→ **WORK TO BE COMPLETED**:
Could you show all lines in the entries below that contain the string "them"?

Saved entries
━━━━━━━━

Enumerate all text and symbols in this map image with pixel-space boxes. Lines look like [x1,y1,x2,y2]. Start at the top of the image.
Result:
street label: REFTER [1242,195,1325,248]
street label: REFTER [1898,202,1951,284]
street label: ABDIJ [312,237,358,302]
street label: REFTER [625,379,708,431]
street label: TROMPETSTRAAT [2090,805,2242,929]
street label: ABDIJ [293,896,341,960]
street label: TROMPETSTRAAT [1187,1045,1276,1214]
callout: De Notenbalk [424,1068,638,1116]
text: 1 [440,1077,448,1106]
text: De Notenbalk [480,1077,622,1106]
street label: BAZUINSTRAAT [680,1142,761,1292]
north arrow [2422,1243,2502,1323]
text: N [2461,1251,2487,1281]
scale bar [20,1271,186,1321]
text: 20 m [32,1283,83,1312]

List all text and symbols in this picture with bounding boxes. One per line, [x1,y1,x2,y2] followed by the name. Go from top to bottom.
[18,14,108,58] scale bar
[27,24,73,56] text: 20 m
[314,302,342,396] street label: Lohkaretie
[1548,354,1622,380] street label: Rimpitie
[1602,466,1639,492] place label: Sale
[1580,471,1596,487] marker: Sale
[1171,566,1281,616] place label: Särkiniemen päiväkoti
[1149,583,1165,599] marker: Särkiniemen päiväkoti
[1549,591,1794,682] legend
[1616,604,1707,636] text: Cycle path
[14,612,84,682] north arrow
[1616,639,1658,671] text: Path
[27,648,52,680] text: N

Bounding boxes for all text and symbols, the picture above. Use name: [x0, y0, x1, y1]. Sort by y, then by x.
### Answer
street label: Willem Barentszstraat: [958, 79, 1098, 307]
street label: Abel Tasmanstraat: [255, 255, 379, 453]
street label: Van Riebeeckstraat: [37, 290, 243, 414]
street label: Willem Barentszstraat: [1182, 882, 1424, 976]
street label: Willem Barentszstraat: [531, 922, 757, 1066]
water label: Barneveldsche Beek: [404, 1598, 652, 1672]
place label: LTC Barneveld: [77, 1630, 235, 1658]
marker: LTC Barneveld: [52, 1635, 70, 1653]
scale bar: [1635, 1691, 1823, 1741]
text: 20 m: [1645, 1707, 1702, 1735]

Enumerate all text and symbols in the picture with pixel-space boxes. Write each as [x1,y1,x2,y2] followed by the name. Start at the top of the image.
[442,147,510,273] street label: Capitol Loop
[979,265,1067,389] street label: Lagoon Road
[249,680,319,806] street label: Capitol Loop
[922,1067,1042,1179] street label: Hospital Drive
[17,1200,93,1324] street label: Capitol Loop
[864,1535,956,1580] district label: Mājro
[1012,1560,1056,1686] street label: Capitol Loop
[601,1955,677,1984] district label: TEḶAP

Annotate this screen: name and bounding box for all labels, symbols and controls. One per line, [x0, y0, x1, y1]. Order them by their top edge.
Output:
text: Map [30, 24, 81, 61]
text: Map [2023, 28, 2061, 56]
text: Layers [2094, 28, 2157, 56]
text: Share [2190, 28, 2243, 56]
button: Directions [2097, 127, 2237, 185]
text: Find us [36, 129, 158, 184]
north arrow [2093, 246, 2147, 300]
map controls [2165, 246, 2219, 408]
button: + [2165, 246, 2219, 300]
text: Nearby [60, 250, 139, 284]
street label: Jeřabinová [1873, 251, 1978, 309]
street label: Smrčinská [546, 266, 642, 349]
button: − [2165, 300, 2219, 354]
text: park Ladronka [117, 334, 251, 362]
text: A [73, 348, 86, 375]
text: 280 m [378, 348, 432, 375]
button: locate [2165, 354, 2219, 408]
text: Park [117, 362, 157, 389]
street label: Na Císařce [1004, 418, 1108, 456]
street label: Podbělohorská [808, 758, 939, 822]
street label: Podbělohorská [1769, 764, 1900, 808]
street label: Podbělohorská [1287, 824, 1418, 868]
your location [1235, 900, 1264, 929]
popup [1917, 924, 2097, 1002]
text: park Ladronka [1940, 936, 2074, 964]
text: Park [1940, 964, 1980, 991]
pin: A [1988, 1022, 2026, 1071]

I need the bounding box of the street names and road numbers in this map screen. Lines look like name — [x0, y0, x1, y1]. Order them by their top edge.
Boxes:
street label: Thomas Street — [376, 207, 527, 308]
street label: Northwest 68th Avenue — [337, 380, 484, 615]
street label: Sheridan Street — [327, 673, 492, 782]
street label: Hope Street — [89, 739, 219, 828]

━━━━━━━━

→ **RESPONSE AREA**:
Annotate this screen: name and bounding box for all labels, symbols and controls. One per line, [x0, y0, x1, y1]. Order them by their top edge.
I need the bounding box of the street names and road numbers in this map screen. Lines look like name — [x0, y0, x1, y1]. Order them by their top edge.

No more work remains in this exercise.